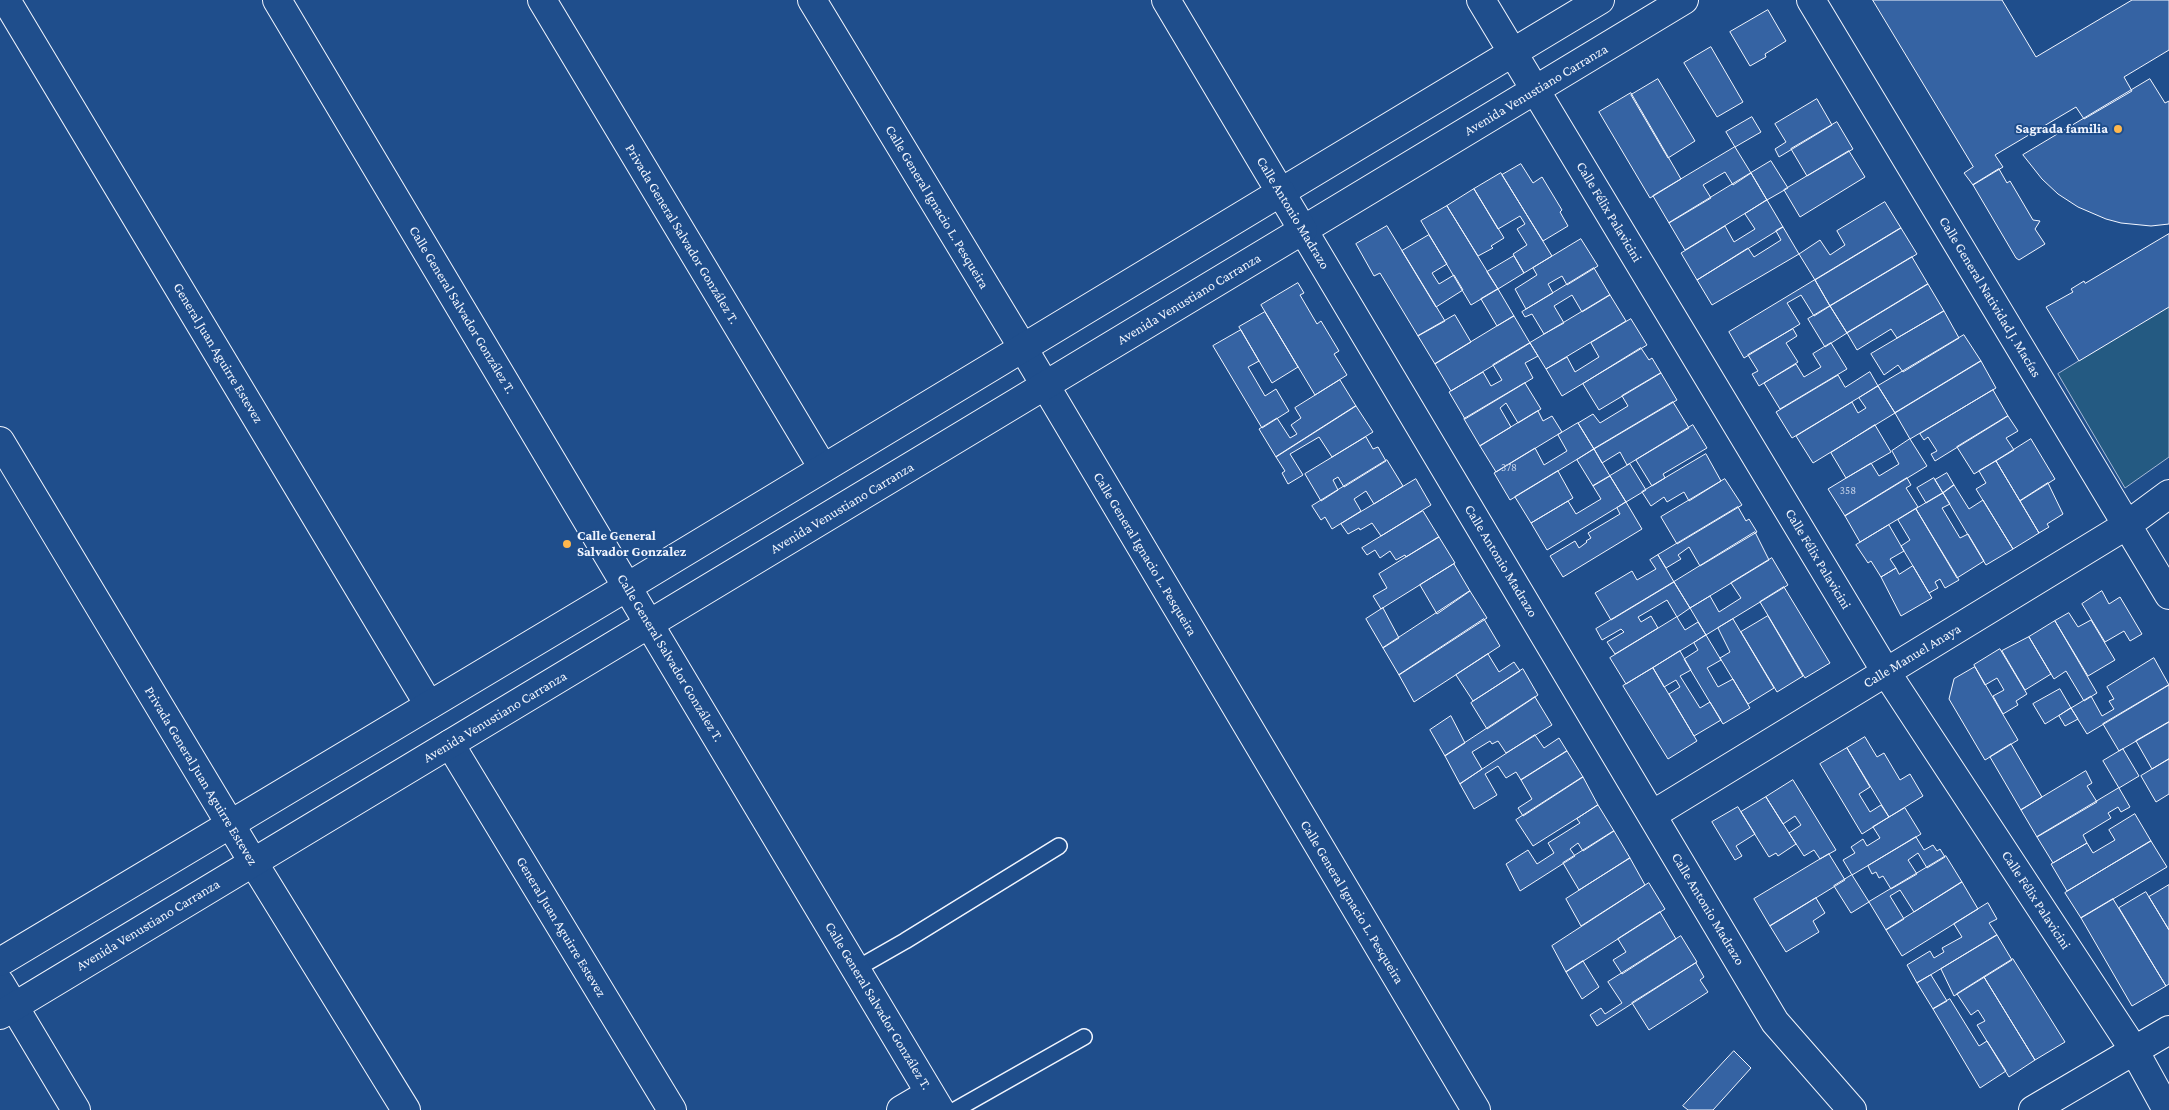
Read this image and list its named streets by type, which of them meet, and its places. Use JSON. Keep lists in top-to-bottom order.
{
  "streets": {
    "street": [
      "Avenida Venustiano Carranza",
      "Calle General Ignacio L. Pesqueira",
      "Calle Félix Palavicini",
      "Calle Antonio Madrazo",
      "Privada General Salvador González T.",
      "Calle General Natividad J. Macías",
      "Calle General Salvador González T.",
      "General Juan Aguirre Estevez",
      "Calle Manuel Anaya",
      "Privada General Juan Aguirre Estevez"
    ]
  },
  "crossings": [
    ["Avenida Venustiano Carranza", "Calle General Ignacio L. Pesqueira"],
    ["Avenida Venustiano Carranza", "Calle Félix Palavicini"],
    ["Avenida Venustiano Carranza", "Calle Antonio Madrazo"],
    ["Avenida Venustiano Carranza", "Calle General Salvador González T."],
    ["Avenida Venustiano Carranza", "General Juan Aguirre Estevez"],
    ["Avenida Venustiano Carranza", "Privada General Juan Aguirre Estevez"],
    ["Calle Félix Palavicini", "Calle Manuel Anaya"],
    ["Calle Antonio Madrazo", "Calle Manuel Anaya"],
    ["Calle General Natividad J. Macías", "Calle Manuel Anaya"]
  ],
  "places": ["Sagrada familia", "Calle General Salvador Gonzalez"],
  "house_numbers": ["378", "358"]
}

• _What to work on_
Retype the data word for word and keep the pictures out of it.

• _Solution_
Read this image and list its named streets by type, which of them meet, and its places. Use JSON. Keep lists in top-to-bottom order.
{
  "streets": {
    "street": [
      "Avenida Venustiano Carranza",
      "Calle General Ignacio L. Pesqueira",
      "Calle Félix Palavicini",
      "Calle Antonio Madrazo",
      "Privada General Salvador González T.",
      "Calle General Natividad J. Macías",
      "Calle General Salvador González T.",
      "General Juan Aguirre Estevez",
      "Calle Manuel Anaya",
      "Privada General Juan Aguirre Estevez"
    ]
  },
  "crossings": [
    ["Avenida Venustiano Carranza", "Calle General Ignacio L. Pesqueira"],
    ["Avenida Venustiano Carranza", "Calle Félix Palavicini"],
    ["Avenida Venustiano Carranza", "Calle Antonio Madrazo"],
    ["Avenida Venustiano Carranza", "Calle General Salvador González T."],
    ["Avenida Venustiano Carranza", "General Juan Aguirre Estevez"],
    ["Avenida Venustiano Carranza", "Privada General Juan Aguirre Estevez"],
    ["Calle Félix Palavicini", "Calle Manuel Anaya"],
    ["Calle Antonio Madrazo", "Calle Manuel Anaya"],
    ["Calle General Natividad J. Macías", "Calle Manuel Anaya"]
  ],
  "places": ["Sagrada familia", "Calle General Salvador Gonzalez"],
  "house_numbers": ["378", "358"]
}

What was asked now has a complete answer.